Selasa, 21 Februari 2012

Filled Under:

Niat


SEMUA BERAWAL DARI NIAT
Oleh : Rofiq Abidin

Barang siapa yang menghendaki keuntungan di akhirat akan Kami tambah keuntungan itu baginya dan barang siapa yang menghendaki keuntungan di dunia Kami berikan kepadanya sebagian dari keuntungan dunia dan tidak ada baginya suatu bahagianpun di akhirat.
(QS. Asy Syuura :20).

Dalam setiap pekerjaan kita, ada sebuah kehendak hati yang menggerakkan langkah kita, ialah niat. Semua yang kita lakukan menyimpan kepentingan-kepentingan, bisa jadi kepentingan itu bermanfaat, mudharat atau bahkan kepentingan itu kosong hanya sebatas kepuasan.
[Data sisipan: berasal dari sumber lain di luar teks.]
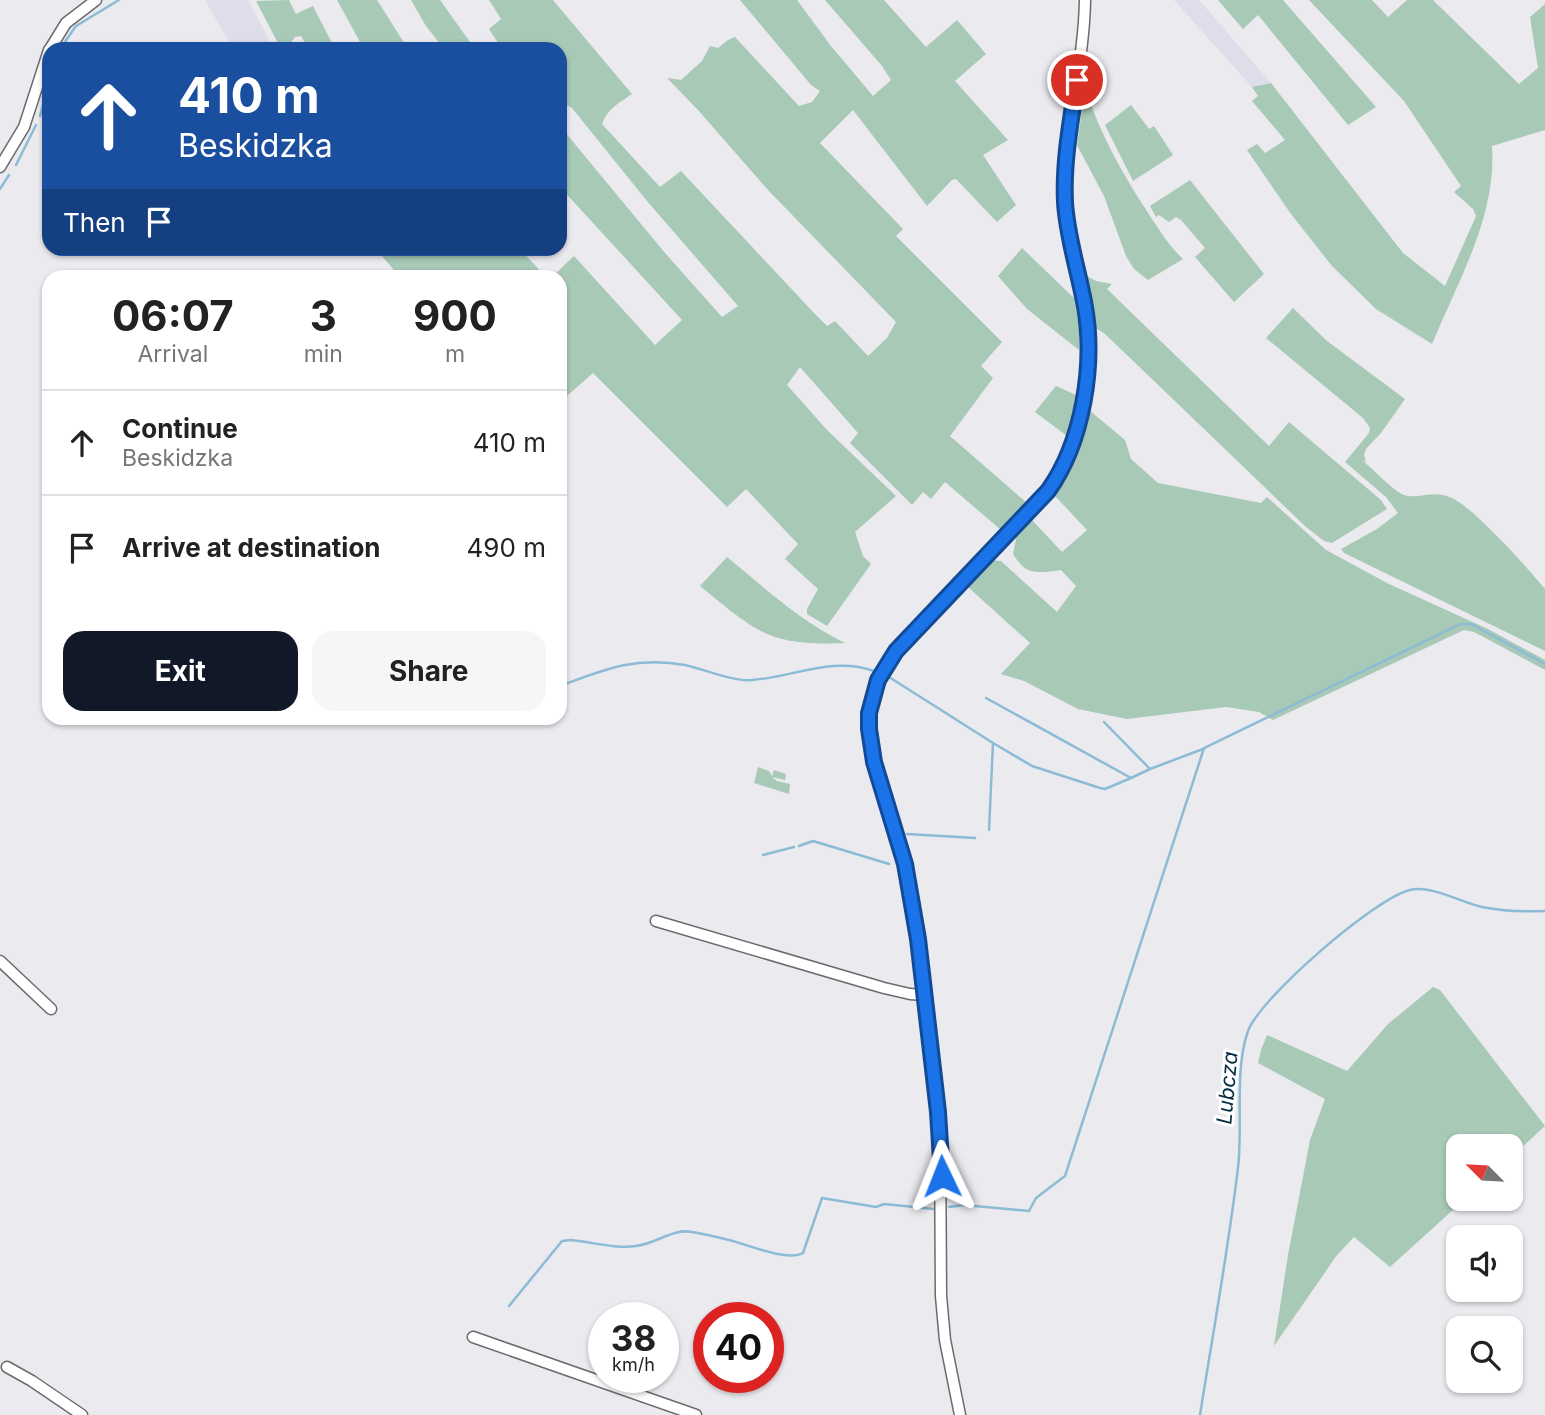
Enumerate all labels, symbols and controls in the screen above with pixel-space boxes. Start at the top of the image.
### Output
pin [1047,50,1107,110]
icon: arrive [1058,61,1096,99]
text: 410 m [178,66,320,125]
icon: ahead [63,70,154,161]
text: Beskidzka [178,126,333,165]
icon: arrive [140,203,178,241]
text: Then [63,207,126,238]
text: 06:07 [112,290,234,341]
text: 3 [310,290,337,341]
text: 900 [413,290,497,341]
text: Arrival [137,340,208,368]
text: min [304,340,343,368]
text: m [445,340,465,368]
text: Continue [122,413,238,444]
icon: ahead [63,424,101,462]
text: 410 m [473,427,546,458]
text: Beskidzka [122,444,233,472]
icon: arrive [63,529,101,567]
text: Arrive at destination [122,532,381,563]
text: 490 m [467,532,546,563]
button: Exit [63,631,298,711]
button: Share [312,631,546,711]
water label: Lubcza [1211,1050,1243,1125]
north arrow [1446,1134,1522,1211]
map controls [1446,1134,1523,1393]
position arrow [905,1139,979,1213]
button: sound [1446,1225,1523,1302]
speed limit sign: 40 [693,1302,784,1393]
button: search [1446,1316,1523,1393]
text: 38 [611,1317,656,1359]
text: km/h [612,1354,655,1375]

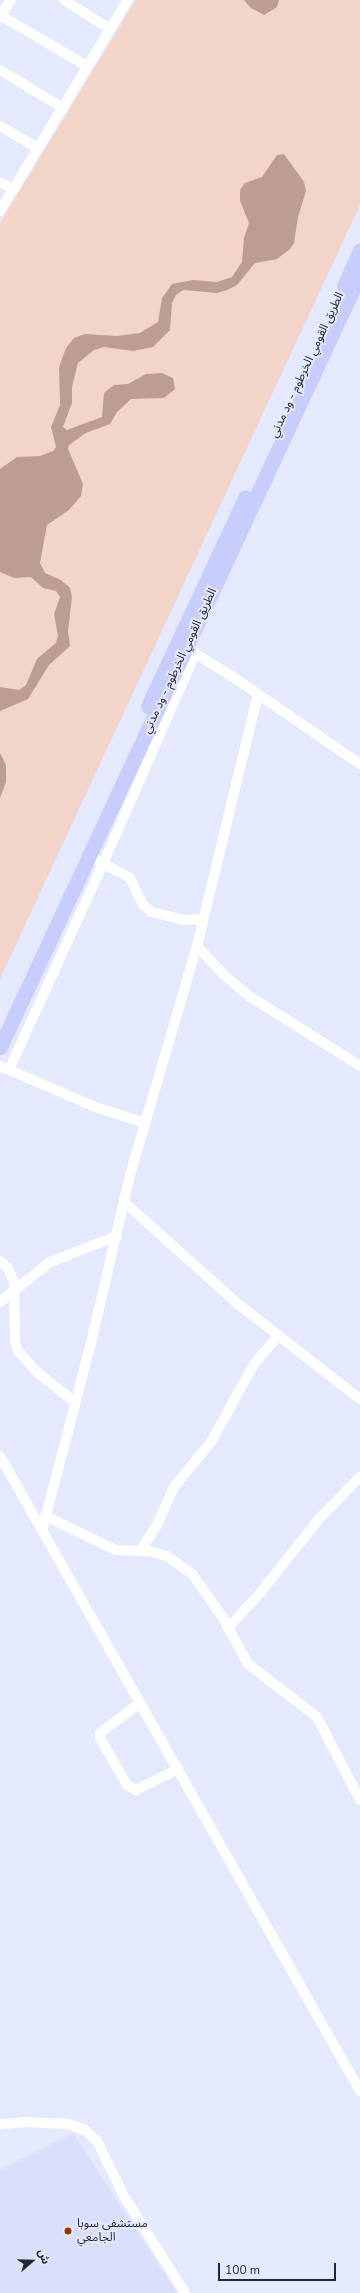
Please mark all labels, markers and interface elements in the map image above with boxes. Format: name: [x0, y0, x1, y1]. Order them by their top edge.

Niat merupakan ruh dalam amal, niatlah yang akan menjaga semangat kita dan memotivasi kita. Jika kita mulai lemah dan lesu dalam mencapai sesuatu, kembalilah kepada niat baik anda, karena niat menyimpan tujuan, kepentingan dan obsesi anda. Niat akan meminyaki api semangat anda, karena getaran niat ini akan benar-benar menggetarkan emosi anda jika dilakukan dengan ikhlas dan penuh khusyuk. Niat dapat mengembalikan kita untuk kembali, kembali kepada jalan kebenaran, yakni jalan Allah. Jika kita mulai berbelok arah, niatkan kembali karena Allah. Boleh jadi kita melakukan sesuatu tapi tidak sesuai dengan niat kita, kita meninggalkan niat yang pernah kita ikrarkan dalam hati dan kita komitmenkan dengan lisan, kita jadi berpaling dari arah tujuan semula. Islam sangat memperhatikan urusan niat ini, setiap amal dan peribadatan kita memang sangat ditentukan oleh niat. Rasulullah menegaskan dalam buah tuturnya (Al Hadits) :
Daripada ‘Umar bin al-Khaththab RA, dia berkata, Rasulullah (shalawat dan salam ke atas baginda) bersabda: “Sesungguhnya amal itu tidak lain hanyalah dengan niat dan sesungguhnya bagi setiap orang hanyalah apa yang dia niatkan. Maka barang siapa yang berhijrah kepada Allah dan Rasul-Nya maka hijrahnya adalah kepada Allah dan Rasul-Nya. Dan barang siapa yang berhijrah untuk dunia yang dia inginkan atau kerana seorang wanita yang ingin dia nikahi, maka hijrahnya adalah kepada apa yang dia berhijrah kerananya.

Niat dan Hijrah
Buah tutur Rasulullah SAW yang tertulis di atas ada dalam kitab Riadus Shalikhin pada halaman pertama, perihal ini menjadikan saya tertarik untuk membaca berulang-ulang, karena selama ini rata-rata kita hanya mendapat penggalan hadistnya saja yakni “insnamal a’malu bin niat” (sesungguhnya setiap amal tergantung/dengan niatnya). Namun ternyata sebuah perintah hijrahpun disertakan dalam hadist ini oleh Rasulullah SAW, bermakna adanya makna historis antara niat dengan hijrah. HIjrah merupakan salah satu amal yang diperintahkan oleh Allah kepada Rasulullah SAW dan ummatnya untuk membangun diri (nafs), tempat peradaban dan aplikasi aturan-aturan Ilahiyah, sehingga wujudlah Madinah (sebuah tempat peradaban yang didalamnya diberlakukan aturan Allah oleh manusia). Apa kaitan niat dengan hijrah? Secara historis pada masa itu hijrah menentukan kelanjutan iman seorang muslim. Jadi jika niat berhijrah mestilah karena Allah dan Rasulnya, bukan untuk mendapatkan harta, wanita atau bahkan kelimpahan saat mencapai kemenangan. Semua kelimpahan pada masa yang akan datang adalah efek dari niat tulus kita untuk berhijrah, mengubah diri menjadi lebih baik, lebih sholeh, lebih sukses dan kemakmuran lainnya.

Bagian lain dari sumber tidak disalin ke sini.